There’s only one honest answer to the question “How long does it take to develop a new drug?”, and that’s “Too @#$! long”.
In the same way, the only honest answer to “What are the average chances for a drug candidate’s success?” is “Too @#$! low”.
The combination of those two factors is the root of pretty much all the drug industry’s problems – everything else would get a lot easier to deal with if we could ease up on those two a bit.
Ver:
FARMAINDUSTRIA vende...imagen.
That being the case, there are plenty of people out there who are ready to tell you that they can do something about it. They fall all along the sliding scales of realistic/delusional, well-meaning/predatory, etc. What none of them have been able to do, so far, is make much of a dent in either of those big questions. Improvements do come along, but get balanced out by complications somewhere else, which is why the industry has been spending more and more over the years to maintain roughly similar levels of drug productivity. But this means that whatever new technology comes along, particularly if it’s not that well understood, can get wedged into a PowerPoint deck and sold to people who are hoping that the Next Big Thing has finally arrived.
Artificial Intelligence, in its various forms, is currently the hottest plateful of fried dough being served. It covers a lot of ground, has a lot of potential, and no one in the audience is likely to really understand the details: perfect. I follow this field with great interest, and despite skepticism, I’m not betting against it. That said, I have a limit, which has been reached by a slide deck produced by a consulting company, sent by a longtime reader of the blog. For instance, one of the slides says:
The drug discovery process
typically involves the identification
of hundreds of compounds
and their subsequent elimination
in further rounds of testing.
AI has the potential to help pharma companies discover drugs faster and more cheaply by narrowing the list of therapeutic targets.
OK, those are two different things. You have hundreds of compounds against a target you know about; narrowing the list of therapeutic targets is what you do before you make all those. That’s followed up by one of those big funnel-looking things, showing how projects narrow down to one approved drug. It’s got your Phase III, Phase II, Phase I, Pre-clinical. . .and before that, it has a big honking block of space labeled “Drug Discovery: thousands of molecules screened. 3-6 years”. Next up is the same funnel after the laying on of hands – that massive hunk at the beginning is now a tiny sliver, because “automatic drug discovery” has reduced that screening phase to “3-6 days”, shaving six years off your timelines.
Hooey. Screening “thousands of compounds” does not take you six years, believe me. You can do a million in six weeks. The whole compound screening step is just another early thing in preclinical space; I’ve never seen a successful project in which it was a rate-limiting step. But “shave a few weeks off something at the very beginning” isn’t as compelling an offer, is it? Looking at the companies they’re touting, I note that one of them is Atomwise, whose tendencies towards overstatement I’ve written about here and here. Others (new to me) are BenevolentAI and twoXAR. I will be very happy to see how these folks make out; I really don’t want to give the impression that I want them to fail. I mean, I do this for a living, too, and I would very much like to be able to do it better. We need some help over here! But we do not need some more hype over here – that’s my point.

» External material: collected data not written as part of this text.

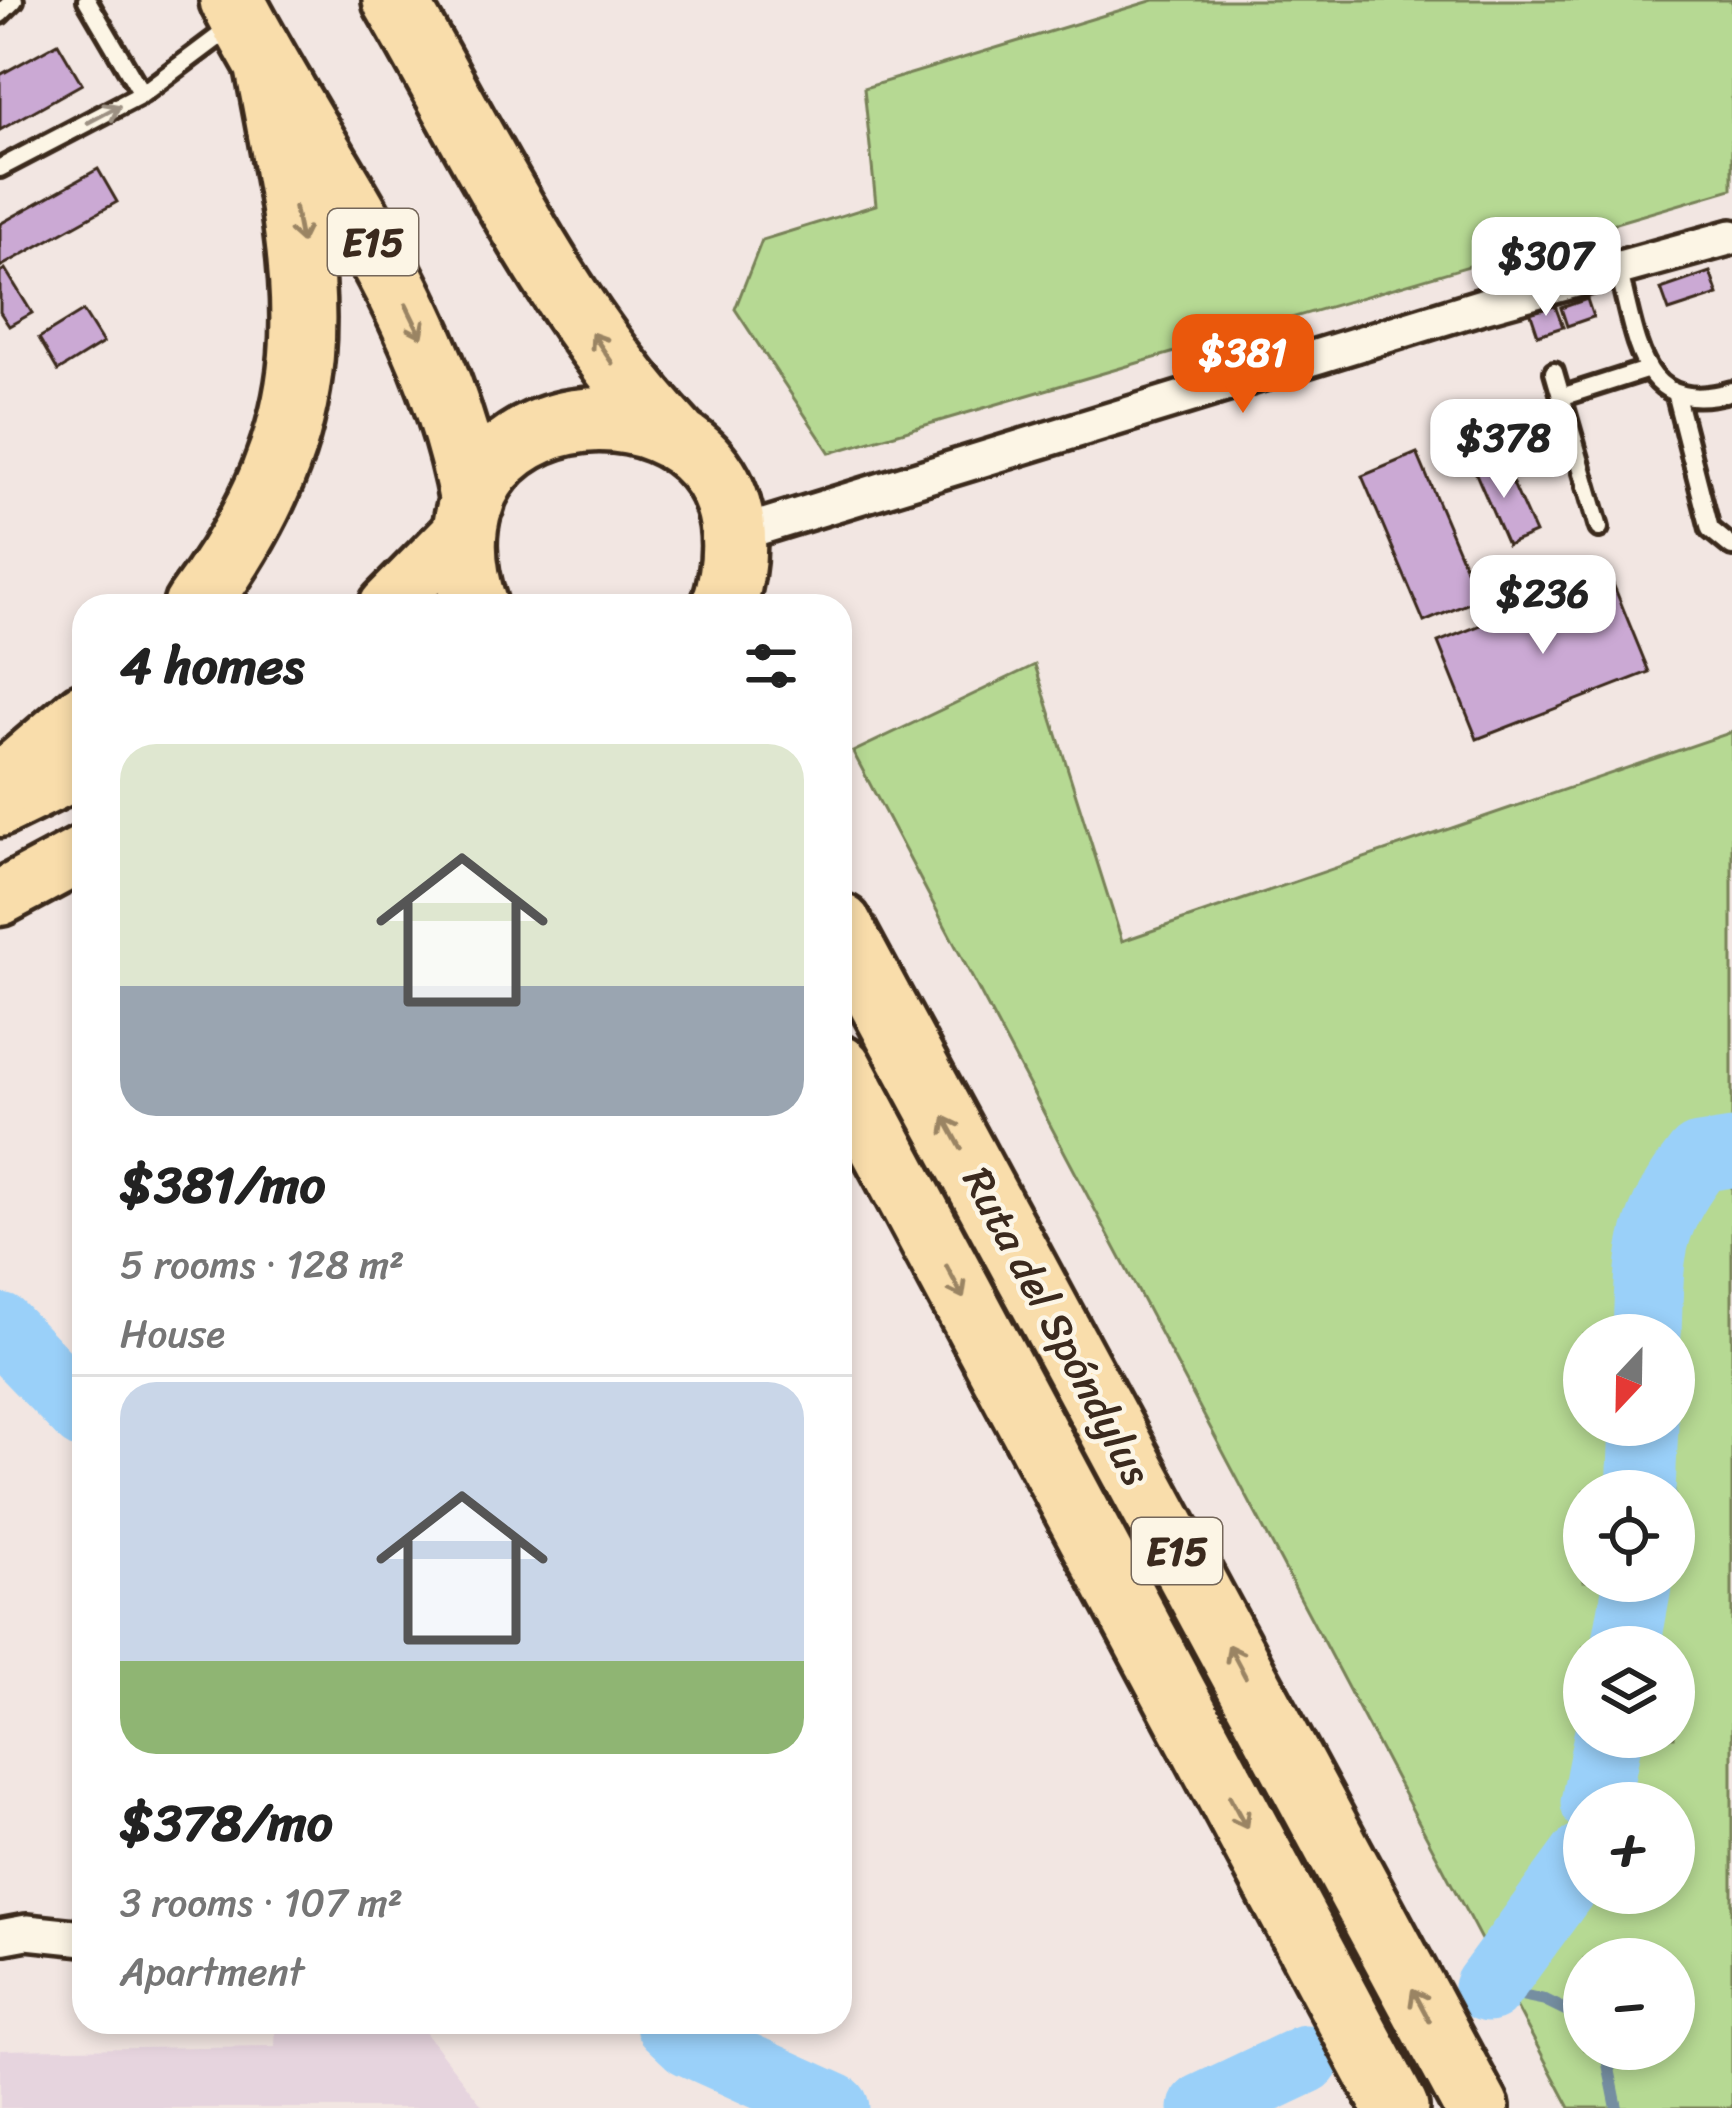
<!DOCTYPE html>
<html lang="en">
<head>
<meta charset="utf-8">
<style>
	:root { --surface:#fff; --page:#f6f6f6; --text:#222; --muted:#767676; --line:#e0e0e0; --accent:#ea580c }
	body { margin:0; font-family:Sriracha,sans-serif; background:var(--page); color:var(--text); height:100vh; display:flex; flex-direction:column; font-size:45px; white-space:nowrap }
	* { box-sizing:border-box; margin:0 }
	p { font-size:39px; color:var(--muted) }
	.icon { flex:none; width:66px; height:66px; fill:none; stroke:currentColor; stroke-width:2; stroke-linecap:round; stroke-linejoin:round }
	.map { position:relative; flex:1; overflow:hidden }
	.drawer { position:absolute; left:72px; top:594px; width:780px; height:1440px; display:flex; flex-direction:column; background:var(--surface); border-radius:36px; box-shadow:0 6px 18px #0003 }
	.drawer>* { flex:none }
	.needle { width:78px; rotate:202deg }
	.fabs { position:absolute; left:1563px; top:1314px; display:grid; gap:24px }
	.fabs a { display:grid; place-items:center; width:132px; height:132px; border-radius:50%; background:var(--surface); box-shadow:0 6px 18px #0003; font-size:60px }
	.price { position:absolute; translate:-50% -102px; padding:0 27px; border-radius:24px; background:#fff; color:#222; font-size:39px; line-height:78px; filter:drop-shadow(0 3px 6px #0008) }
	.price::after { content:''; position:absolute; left:50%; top:72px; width:36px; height:27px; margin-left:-18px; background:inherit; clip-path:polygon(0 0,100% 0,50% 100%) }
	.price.active { background:var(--accent); color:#fff }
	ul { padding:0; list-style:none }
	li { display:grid; align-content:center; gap:24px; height:636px; padding:0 48px }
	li+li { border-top:3px solid var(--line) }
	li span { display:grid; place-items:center; height:372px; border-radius:36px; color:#555 }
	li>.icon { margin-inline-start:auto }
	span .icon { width:216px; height:216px; fill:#fffc; stroke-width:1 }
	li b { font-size:51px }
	h2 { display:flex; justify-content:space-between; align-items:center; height:144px; padding:0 48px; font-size:51px }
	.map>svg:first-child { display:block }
</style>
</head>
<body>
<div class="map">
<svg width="1732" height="2108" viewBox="0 0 1732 2108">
	<rect width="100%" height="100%" fill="#f2e6e2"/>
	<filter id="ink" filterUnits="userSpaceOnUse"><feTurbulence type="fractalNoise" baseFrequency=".00833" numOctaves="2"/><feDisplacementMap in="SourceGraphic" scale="24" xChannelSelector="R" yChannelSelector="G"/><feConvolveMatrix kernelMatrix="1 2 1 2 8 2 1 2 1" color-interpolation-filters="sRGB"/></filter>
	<g filter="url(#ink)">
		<path fill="#e6d4de" d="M276,2022L421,2027L484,2108H0V2050L275,2046Z"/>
		<path fill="#b6d993" stroke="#788258" stroke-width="3" fill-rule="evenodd" d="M1154,0H1732V189L830,453L735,309L762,240L876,205L864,88Z
			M1035,665L1122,941L1732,732V2108H1570L853,752ZM1584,1335H1674V1425H1584ZM1584,1491H1674V1581H1584ZM1584,1647H1674V1737H1584ZM1584,1803H1674V1893H1584ZM1584,1959H1674V2049H1584Z"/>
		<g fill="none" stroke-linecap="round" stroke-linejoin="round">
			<path stroke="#748ea1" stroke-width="12" d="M1488,1988L1545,2000L1584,2019
				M1605,2049L1617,2108"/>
			<path stroke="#9ad0f9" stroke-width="69" d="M0,1328L84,1415
				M1647,1335C1650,1253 1647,1225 1699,1158L1732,1153
				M1641,1491L1644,1425
				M1626,1647L1638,1581
				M1595,1803L1608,1737
				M1488,1988L1584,1857
				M669,2022L690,2042L835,2108
				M1203,2108L1306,2059"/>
		</g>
		<path fill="#cba9d4" stroke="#3b2a1e" stroke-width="3" d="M58,43L82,84L0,130V75Z
			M98,169L117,202L0,267V224Z
			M5,269L32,313L9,326L0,312V272Z
			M1710,272L1718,295L1669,311L1661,289Z
			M1587,299L1593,317L1567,326L1561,308Z
			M1554,303L1563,327L1538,335L1530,311Z
			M83,311L103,343L58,371L39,338Z
			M1417,453L1479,599L1424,622L1362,476Z
			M1501,457L1535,533L1507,545L1474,469Z
			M1609,574L1649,672L1477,739L1438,642Z"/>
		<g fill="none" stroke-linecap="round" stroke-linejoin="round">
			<defs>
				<path id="lane" d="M87,0L142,94
					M0,14L14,0
					M0,168L142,94L234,25
					M1618,269C1637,337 1638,419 1732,391
					M1554,372L1599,528
					M1676,396L1710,529L1732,547
					M1561,397L1646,370"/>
				<path id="street" d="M735,535L1482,306L1732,237
					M0,1937L27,1932L84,1938"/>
				<path id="primary" d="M387,606L465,527
					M0,809L84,768
					M0,898L84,853"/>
				<path id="highway" d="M232,0C319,168 438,311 472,502
					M395,0C481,149 557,311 675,437
					M196,606C341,411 310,289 268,68
					M475,606C394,362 801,353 724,606
					M0,787L84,715
					M840,926L1477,2108
					M840,1068L1396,2108"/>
			</defs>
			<use href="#lane" stroke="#3b2a1e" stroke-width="26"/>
			<use href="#street" stroke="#3b2a1e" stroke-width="42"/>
			<use href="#primary" stroke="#3b2a1e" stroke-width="63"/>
			<use href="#highway" stroke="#3b2a1e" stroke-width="72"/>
			<use href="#lane" stroke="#fcf5e5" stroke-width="16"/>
			<use href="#street" stroke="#fcf5e5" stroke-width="33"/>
			<use href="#primary" stroke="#f9ddab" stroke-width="54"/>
			<use href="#highway" stroke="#f9ddab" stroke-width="63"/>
		</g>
		<defs><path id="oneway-shaft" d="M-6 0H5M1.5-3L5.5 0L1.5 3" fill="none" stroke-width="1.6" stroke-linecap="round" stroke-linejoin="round" transform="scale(3)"/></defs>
		<use stroke="#9c9082" href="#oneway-shaft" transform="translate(104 114) rotate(-28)"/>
		<g stroke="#9a8464">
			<use href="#oneway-shaft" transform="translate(298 225) rotate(79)"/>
			<use href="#oneway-shaft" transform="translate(414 321) rotate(64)"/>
			<use href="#oneway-shaft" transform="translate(602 348) rotate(-124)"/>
			<use href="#oneway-shaft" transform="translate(953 1133) rotate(-118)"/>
			<use href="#oneway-shaft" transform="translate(955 1282) rotate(62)"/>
			<use href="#oneway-shaft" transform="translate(1237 1661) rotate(-118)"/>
			<use href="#oneway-shaft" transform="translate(1238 1812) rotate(62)"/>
			<use href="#oneway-shaft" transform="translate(1421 2005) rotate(-118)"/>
		</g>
	</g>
	<g text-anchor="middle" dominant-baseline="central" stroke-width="9" stroke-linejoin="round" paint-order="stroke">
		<g fill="#fcf5e5" stroke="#75675a" stroke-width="3">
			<rect x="328" y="209" width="90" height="66" rx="9"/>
			<rect x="1132" y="1518" width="90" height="66" rx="9"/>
		</g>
		<g font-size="39" font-weight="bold" fill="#3b2a1e">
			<text x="373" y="242">E15</text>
			<text x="1177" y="1551">E15</text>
		</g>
		<g font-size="42" fill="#3b2a1e" stroke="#fcf5e5">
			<text transform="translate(1057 1326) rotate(62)">Ruta del Spóndylus</text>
		</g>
	</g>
</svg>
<div class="fabs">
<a><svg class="needle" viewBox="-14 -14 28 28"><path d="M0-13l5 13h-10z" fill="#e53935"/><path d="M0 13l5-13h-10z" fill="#767676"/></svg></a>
<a><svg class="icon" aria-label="locate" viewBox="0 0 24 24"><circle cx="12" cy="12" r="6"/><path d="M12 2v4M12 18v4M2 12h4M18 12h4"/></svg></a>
<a><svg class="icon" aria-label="layers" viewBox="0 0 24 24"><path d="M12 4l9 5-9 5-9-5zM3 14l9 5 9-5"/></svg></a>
<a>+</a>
<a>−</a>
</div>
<b class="price" style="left:1546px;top:319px">$307</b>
<b class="price active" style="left:1243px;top:416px">$381</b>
<b class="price" style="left:1504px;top:501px">$378</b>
<b class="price" style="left:1543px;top:657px">$236</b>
<section class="drawer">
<h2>4 homes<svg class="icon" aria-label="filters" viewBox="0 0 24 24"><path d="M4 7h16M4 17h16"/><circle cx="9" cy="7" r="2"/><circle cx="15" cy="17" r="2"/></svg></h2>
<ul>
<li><span style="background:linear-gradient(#dfe7d0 65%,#9aa5b1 0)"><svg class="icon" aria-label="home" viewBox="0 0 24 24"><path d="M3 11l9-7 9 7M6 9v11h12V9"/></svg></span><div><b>$381/mo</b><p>5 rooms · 128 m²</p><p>House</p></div></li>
<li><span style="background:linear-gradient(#c9d6e8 75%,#8fb573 0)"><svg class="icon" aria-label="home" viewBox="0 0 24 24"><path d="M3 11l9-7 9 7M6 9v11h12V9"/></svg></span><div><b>$378/mo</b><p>3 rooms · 107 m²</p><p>Apartment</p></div></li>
</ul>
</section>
</div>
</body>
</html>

Now, I should mention that I know people who are up to their collarbones in computational chemistry, in several places around the industry. And I’m told, by some of them, that there are methods that show real promise in advancing drug discovery, which will certainly be good news if true. But I’m also told by everyone involved that at the moment these methods are extremely computationally intensive, even with the best equipment available, so you’re not going to run a virtual screening effort with X-kazillion random compound this way. Not yet. A fully operational quantum computing platform would presumably come in handy, once a great big coding team has written modeling software to take advantage of it. But neither that hardware nor that software exist yet.
Rather than calculating from the ground up, I think that the Benevolent AI people are, like many others before them, mining the list of existing drugs looking for repurposing, and digging through the published literature looking for connections that may have escaped earlier observers. I feel sure that there must be quite a few of those, and I’d have to think that AI/machine learning/deep learning/whathaveyou is going to be a good way to find them. But that’s no easy task, either, considering that (at a guess) about 30% of the medical literature is useless or worse. Humans are needed to curate the data set that you’re feeding your software, and that’s a labor-intensive step. It’s still easier than what the Atomwises of the world are trying to do, though.
None of this is impossible. Some of this may even happen fairly soon, smaller parts may even be happening now. But I will lay money that it’s not all happening as we speak, which is what consultants everywhere would like their audiences to believe. The train is pulling out, the ship is sailing, everyone else knows about this (so why don’t you?) The proper attitude for the real hard sell is mild surprise that your clients haven’t heard the good news that you’re bringing them: the revolution’s here, guys! No one told you? I have developed antibodies to this over the years. In my own experience, scientific revolutions do not announce themselves on polished PowerPoint slides.